■ **Your task**:
Write out the entries below in full, exactly as given.

____________________

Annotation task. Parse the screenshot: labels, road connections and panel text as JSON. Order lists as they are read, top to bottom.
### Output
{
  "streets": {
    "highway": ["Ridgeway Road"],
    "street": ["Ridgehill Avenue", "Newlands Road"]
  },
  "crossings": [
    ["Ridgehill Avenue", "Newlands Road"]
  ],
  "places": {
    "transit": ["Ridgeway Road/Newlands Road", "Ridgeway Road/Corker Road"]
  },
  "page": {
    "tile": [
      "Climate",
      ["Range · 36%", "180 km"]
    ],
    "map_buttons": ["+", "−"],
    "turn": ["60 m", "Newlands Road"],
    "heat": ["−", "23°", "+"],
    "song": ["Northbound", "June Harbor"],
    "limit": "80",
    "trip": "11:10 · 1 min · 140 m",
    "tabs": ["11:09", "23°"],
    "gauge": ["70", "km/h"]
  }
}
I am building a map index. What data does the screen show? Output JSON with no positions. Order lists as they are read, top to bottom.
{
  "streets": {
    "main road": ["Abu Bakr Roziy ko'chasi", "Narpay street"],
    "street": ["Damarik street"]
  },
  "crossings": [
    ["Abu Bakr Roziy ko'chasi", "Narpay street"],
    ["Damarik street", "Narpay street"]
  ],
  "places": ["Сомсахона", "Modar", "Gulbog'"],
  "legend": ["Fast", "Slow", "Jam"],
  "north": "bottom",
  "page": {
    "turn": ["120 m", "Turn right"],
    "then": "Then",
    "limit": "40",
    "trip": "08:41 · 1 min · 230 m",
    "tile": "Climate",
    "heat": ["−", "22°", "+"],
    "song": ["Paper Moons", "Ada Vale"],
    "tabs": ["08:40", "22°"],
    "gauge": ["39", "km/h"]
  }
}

____________________

■ **Solution to this exercise**:
Annotation task. Parse the screenshot: labels, road connections and panel text as JSON. Order lists as they are read, top to bottom.
### Output
{
  "streets": {
    "highway": ["Ridgeway Road"],
    "street": ["Ridgehill Avenue", "Newlands Road"]
  },
  "crossings": [
    ["Ridgehill Avenue", "Newlands Road"]
  ],
  "places": {
    "transit": ["Ridgeway Road/Newlands Road", "Ridgeway Road/Corker Road"]
  },
  "page": {
    "tile": [
      "Climate",
      ["Range · 36%", "180 km"]
    ],
    "map_buttons": ["+", "−"],
    "turn": ["60 m", "Newlands Road"],
    "heat": ["−", "23°", "+"],
    "song": ["Northbound", "June Harbor"],
    "limit": "80",
    "trip": "11:10 · 1 min · 140 m",
    "tabs": ["11:09", "23°"],
    "gauge": ["70", "km/h"]
  }
}
I am building a map index. What data does the screen show? Output JSON with no positions. Order lists as they are read, top to bottom.
{
  "streets": {
    "main road": ["Abu Bakr Roziy ko'chasi", "Narpay street"],
    "street": ["Damarik street"]
  },
  "crossings": [
    ["Abu Bakr Roziy ko'chasi", "Narpay street"],
    ["Damarik street", "Narpay street"]
  ],
  "places": ["Сомсахона", "Modar", "Gulbog'"],
  "legend": ["Fast", "Slow", "Jam"],
  "north": "bottom",
  "page": {
    "turn": ["120 m", "Turn right"],
    "then": "Then",
    "limit": "40",
    "trip": "08:41 · 1 min · 230 m",
    "tile": "Climate",
    "heat": ["−", "22°", "+"],
    "song": ["Paper Moons", "Ada Vale"],
    "tabs": ["08:40", "22°"],
    "gauge": ["39", "km/h"]
  }
}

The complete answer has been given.